Progressivement, commence à se dessiner des ombres chinoises sur la tuile, un couple dansant un tango :
Elle arrose
Tango du matin
Souliers vernis
Les pétales de robes tristes
Latéral oblique oblige
Cadence
Démesure
Des mesures
Arrose
La danse
Pas
Pas
Cadabra
Lent
Lent
Vite vite
Lent
Lente
Lente
Ondu
lente
Variation sur thème
Progression agencée
Les talons aiguilles
gestuelle pointée
Repart les bras en flèche
langoureux saccadé
Le couple s’épouse parfaitemment
La mécanique gestuelle s’écrase peu à peu
En fait elle n’existe pas pas pas pas pas.
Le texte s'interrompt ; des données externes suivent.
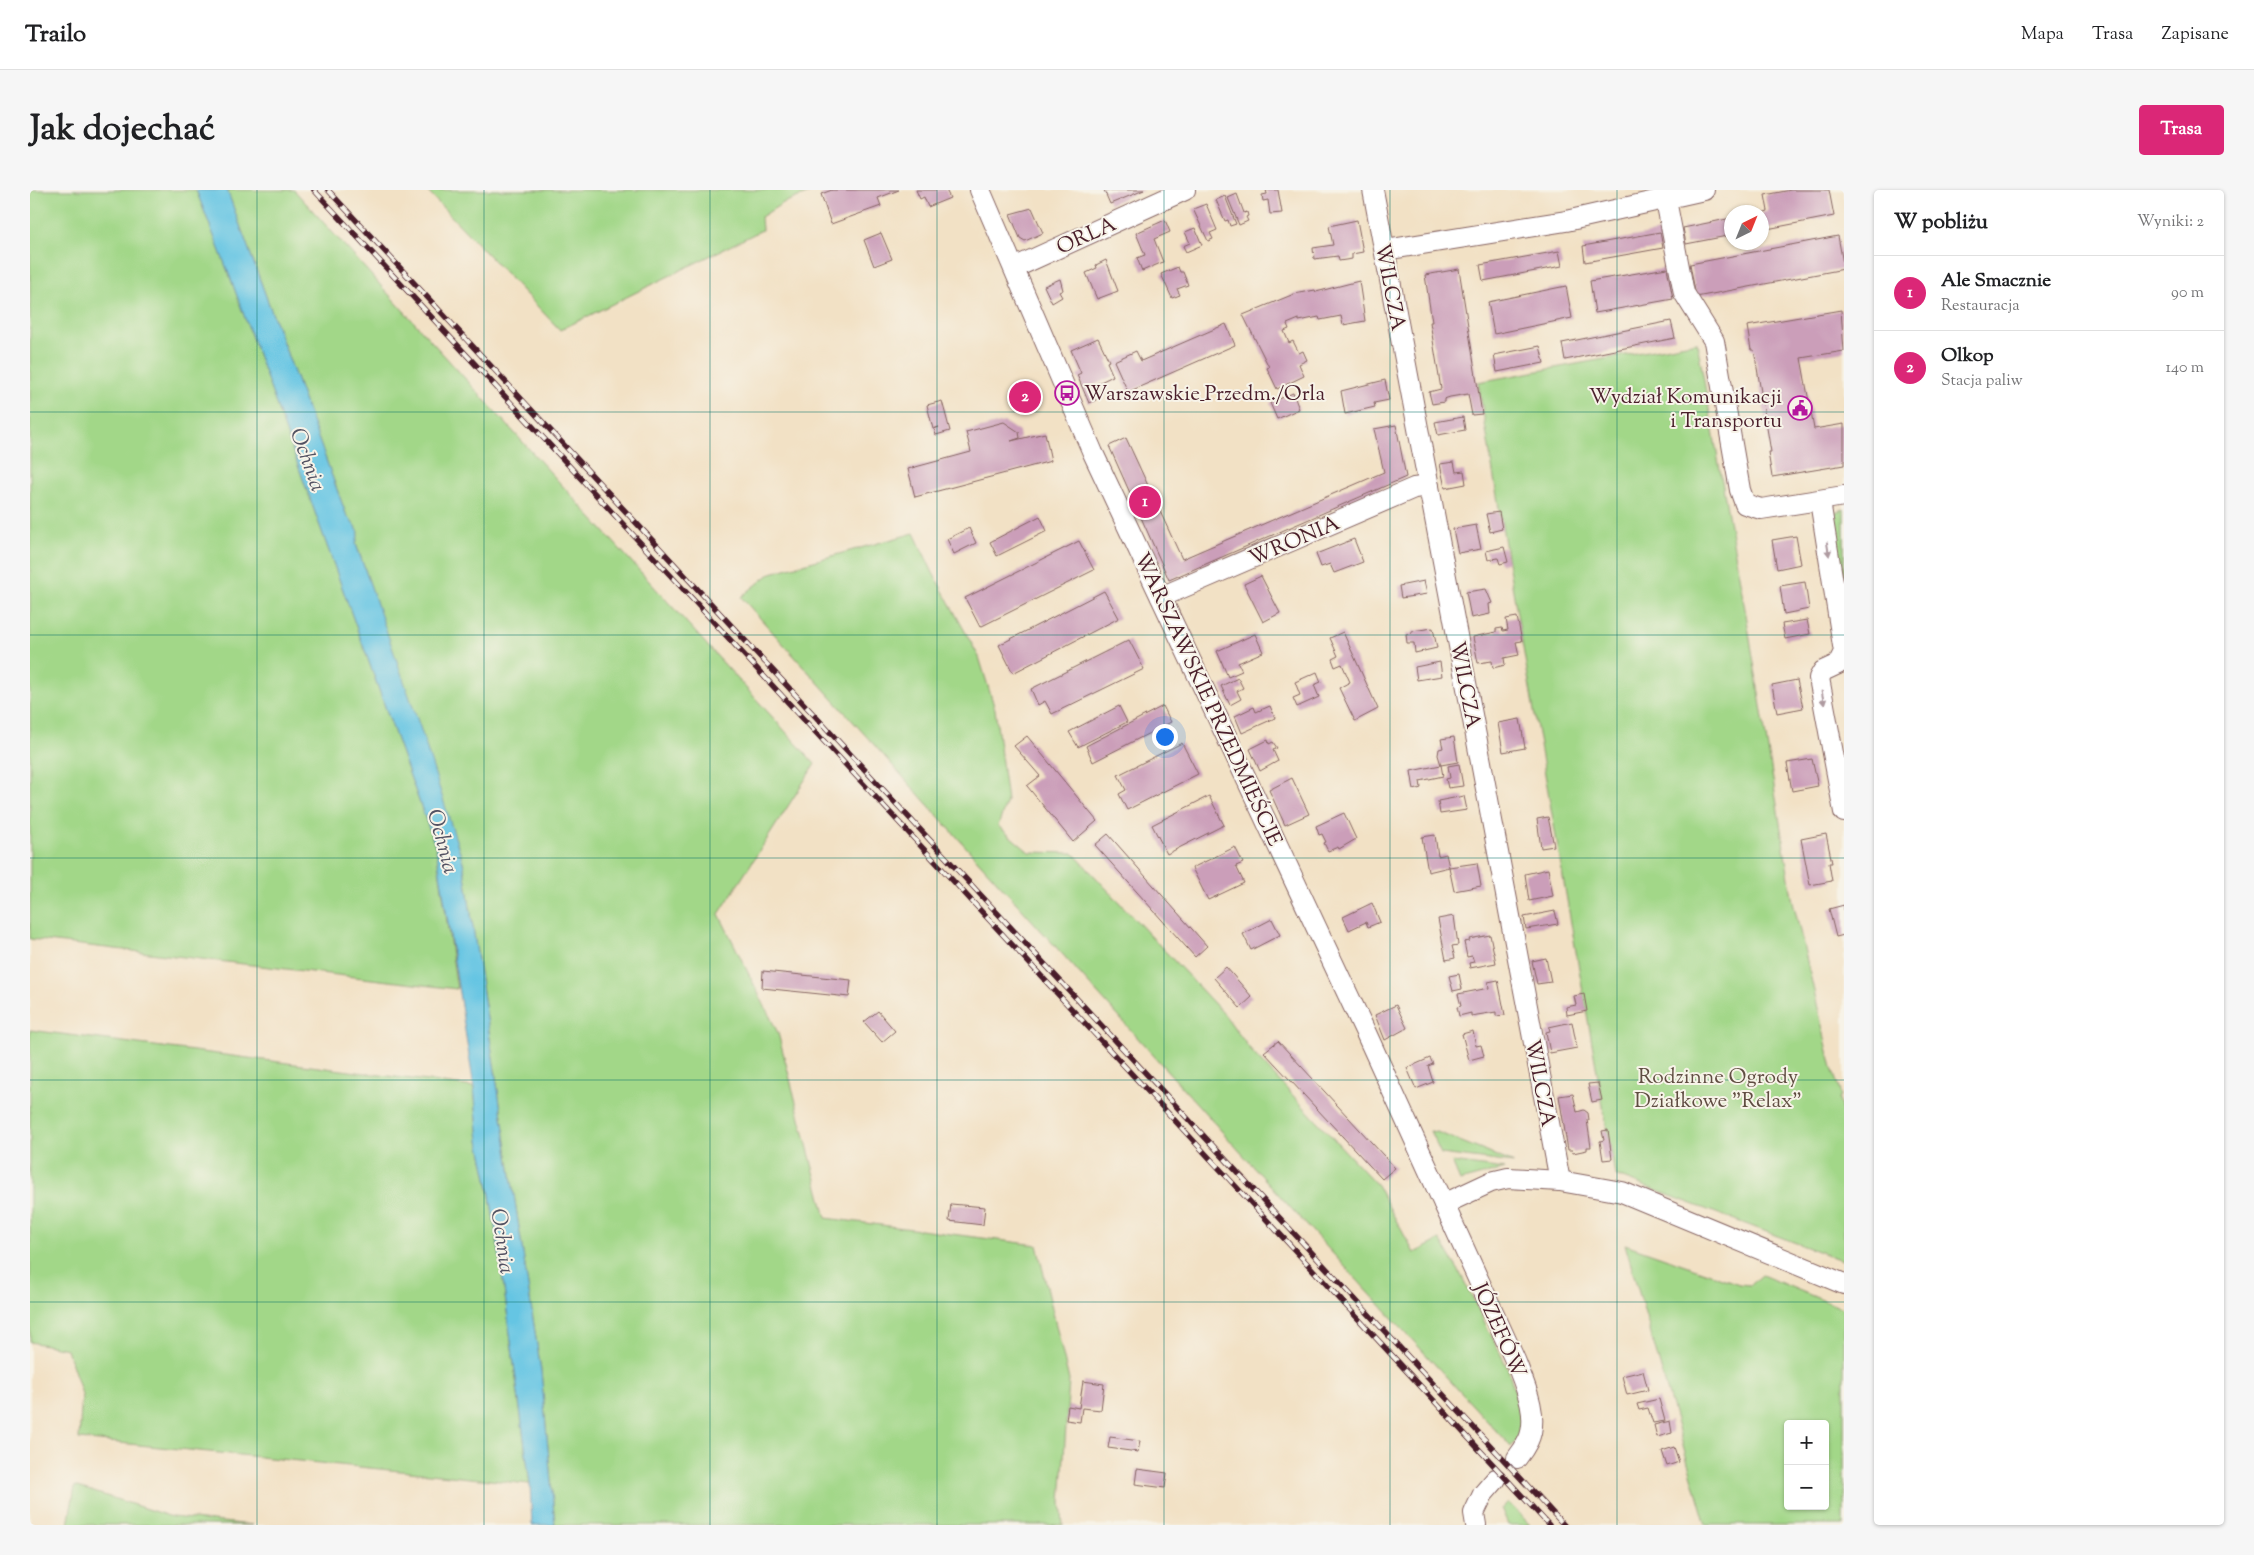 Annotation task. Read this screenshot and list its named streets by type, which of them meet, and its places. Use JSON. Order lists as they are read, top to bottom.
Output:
{
  "streets": {
    "street": [
      "ORLA",
      "WILCZA",
      "WRONIA",
      "WARSZAWSKIE PRZEDMIEŚCIE",
      "JÓZEFÓW"
    ]
  },
  "crossings": [
    ["ORLA", "WARSZAWSKIE PRZEDMIEŚCIE"],
    ["WILCZA", "WRONIA"],
    ["WRONIA", "WARSZAWSKIE PRZEDMIEŚCIE"],
    ["WARSZAWSKIE PRZEDMIEŚCIE", "JÓZEFÓW"]
  ],
  "water": ["Ochnia"],
  "parks": ["Rodzinne Ogrody Działkowe \"Relax\""],
  "places": {
    "bus stop": ["Warszawskie_Przedm./Orla"],
    "public building": ["Wydział Komunikacji i Transportu"]
  },
  "north": "top right",
  "page": {
    "header": "Trailo",
    "nav": ["Mapa", "Trasa", "Zapisane"],
    "title": "Jak dojechać",
    "buttons": "Trasa",
    "heading": ["W pobliżu", "Wyniki: 2"],
    "list": [
      {
        "mark": "1",
        "name": "Ale Smacznie",
        "note": "Restauracja",
        "value": "90 m"
      },
      {
        "mark": "2",
        "name": "Olkop",
        "note": "Stacja paliw",
        "value": "140 m"
      }
    ],
    "pins": ["2", "1"],
    "map_buttons": ["+", "−"]
  }
}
Puis, les ombres chinoises s’effacent lentement. L’homme approche de la lumière revolver à la main et s’arrête. Le couple qui dansait baise maintenant. Et là, au moment même où il devait passer à l’action et poursuivre son dessein, l’univers bascule, comme si le temps s’était suspendu.
* * *
Les lèvres pulpeuses de la (sa) danseuse répondaient maintenant
aux attentes de celles de son cavalier. Leurs corps s’épousaient.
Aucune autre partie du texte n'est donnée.